Kemudian sekelompok besar manusia yang lain menjadi penonton. Mereka hanya bisa menjadi penikmat kreasi peristiwa yang diciptakan oleh para pemain. Mereka menciptakan euphoria, mengagumi dan juga menghujat. Tetapi suara-suara mereka tak pernah jelas dan selalu samar. Dan dalam kesamaran itulah mereka biasanya lebih jujur memaknai peristiwanya. Kehebatan pemain diapresiasi dengan pujian, dan blunder pemain dikritisi dengan sepantasnya. Tapi justeru apresiasi mereka inilah yang membesarkan atau mengecilkan sebuah tim sepak bola, dan bukan pendapat para komentator tadi. Merekalah para penyimak sejarah.

Namun selalu ada sekelompok penonton yang begitu fanatik dengan timnya. Kalah atau menang, fair atau melanggar, dukungan atas tim kebanggaannya akan terus mengalir sampai akhir hayat. Mereka inilah yang disebut supporter. Salah satu tugas mereka adalah melakukan “teror” kepada tim lawan selama pertandingan. Mereka melakukan psywar, menghujat, mencaci, bahkan sampai tindakan kriminal seperti melempar dan memukuli tim lawan.

Jika Pemilu 2009 diibaratkan kompetisi sepak bola, maka PKS adalah salah satu kontestannya. PKS adalah sebuah tim yang akan menciptakan peristiwanya. PKS adalah salah satu club (partai) dari ummat Islam yang akan memperebutkan gelar The Champion atas club-club yang lain dengan berbagai latar belakang ideologisnya. Selain membawa nama club (partai), PKS juga membawa nama besar dan kehormatan ummat dalam kontestansi raksasa ini. Dan karena itu tidaklah berlebihan jika PKS mentargetkan suara 20% pemilih pada Pemilu 2009 sebagai upaya menegakkan kehormatan partai-partai Islam di Indonesia.

Dan saat ini, peluit tanda dimulainya kompetisi sudah ditiup.

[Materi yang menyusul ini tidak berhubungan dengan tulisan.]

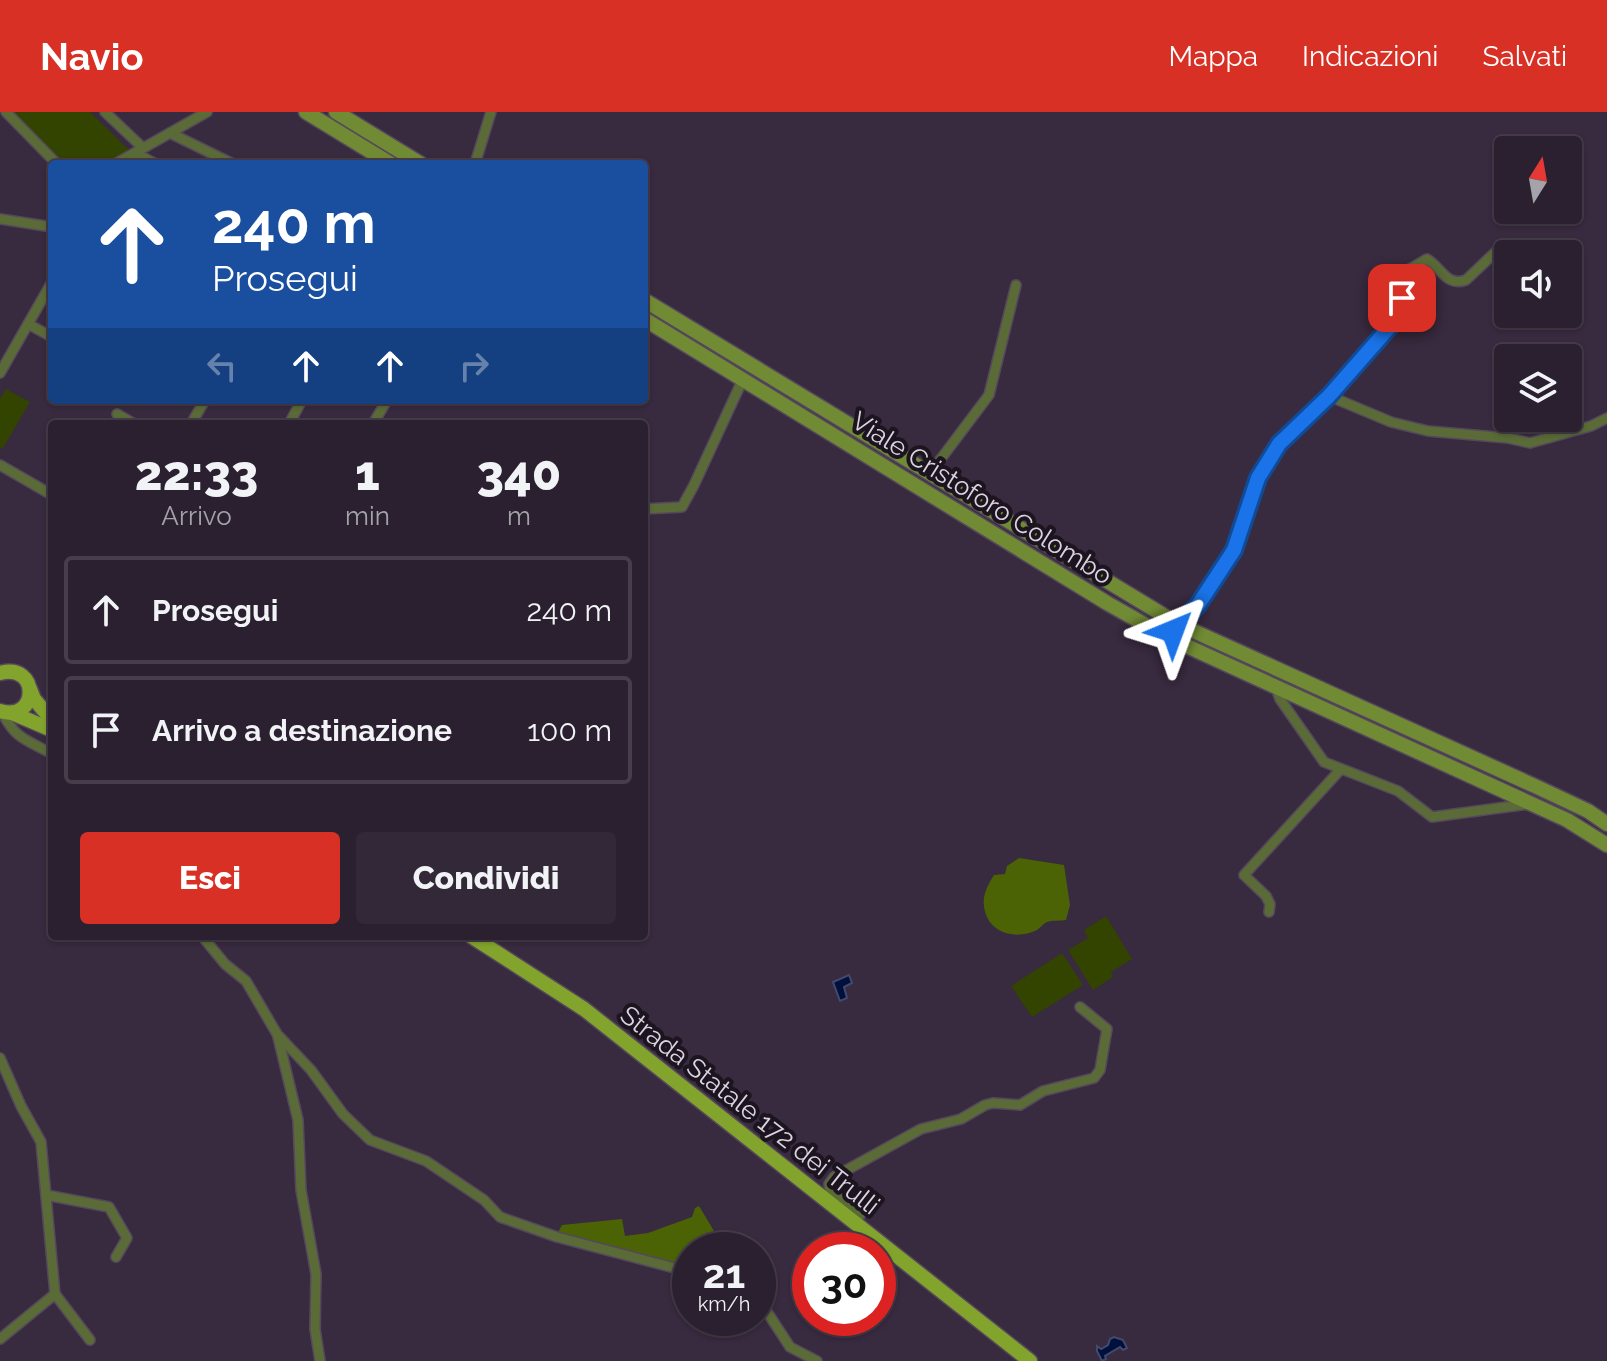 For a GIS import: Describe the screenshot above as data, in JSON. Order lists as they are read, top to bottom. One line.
{"streets":{"main road":["Viale Cristoforo Colombo","Strada Statale 172 dei Trulli"]},"north":"top","page":{"header":"Navio","nav":["Mappa","Indicazioni","Salvati"],"turn":["240 m","Prosegui"],"eta":["22:33","Arrivo","1","min","340","m"],"list":[{"name":"Prosegui","value":"240 m"},{"name":"Arrivo a destinazione","value":"100 m"}],"buttons":["Esci","Condividi"],"speed":"21 km/h","limit":"30"}}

Semua tim telah bersiap siaga dan mulai melakukan manuver-manuver canggih untuk mengalahkan lawan-lawanya. Berbagai peristiwa terjadi. Ada perebutan posisi Kapten seperti di PKB. Ada sekelompok pemain yang ngambek dan keluar dari club untuk membuat club baru seperti di PDIP. Ada juga tim yang sebagian strikernya diganjar kartu merah (karena korupsi) dan dimasukkan ke dalam buih seperti di Golkar dan PPP. Namun ada juga tim yang sangat solid seperti PKS.

Mencermati serangan-serangan Fajlurrahman Jurdi kepada PKS belakangan ini pada awalnya membuat penulis menduga jika dia hanyalah seorang komentator oportunis yang pandai berteori tapi tak pernah punya pengalaman hidup tentang apa yang dikomentarinya. Hanya seorang anak muda yang sedang ingin populer dan cari nama dengan cara-cara nista. Tapi dari tulisan keduanya di Tribun Opini ketika dia mengungkit kembali peristiwa Pilgub Sulsel yang lalu, penulis semakin yakin jika dia adalah seorang supporter fanatik dari club (partai) lain yang sedang melakukan “teror" kepada PKS. Mungkin juga sedang cari uang disana.

Tapi terlepas dari itu semua, PKS sebagai partai islam professional tentu saja perlu untuk menjelaskan kepada bangsa Indonesia tentang positioning-nya dalam sejarah bangsa ini. Agar orang-orang yang memiliki hati-hati busuk, lidah keji dan mulut-mulut yang kotor seperti Fajlurrahman Jurdi itu bungkam dan kecewa karena makar mereka terhadap PKS dengan pertolongan Allah akan selalu gagal. Dan kepada mereka itu bangsa ini perlu menyampaikan duka, sebab mereka hanya bisa bicara (membual) sementara PKS telah lama bekerja untuk bangsa.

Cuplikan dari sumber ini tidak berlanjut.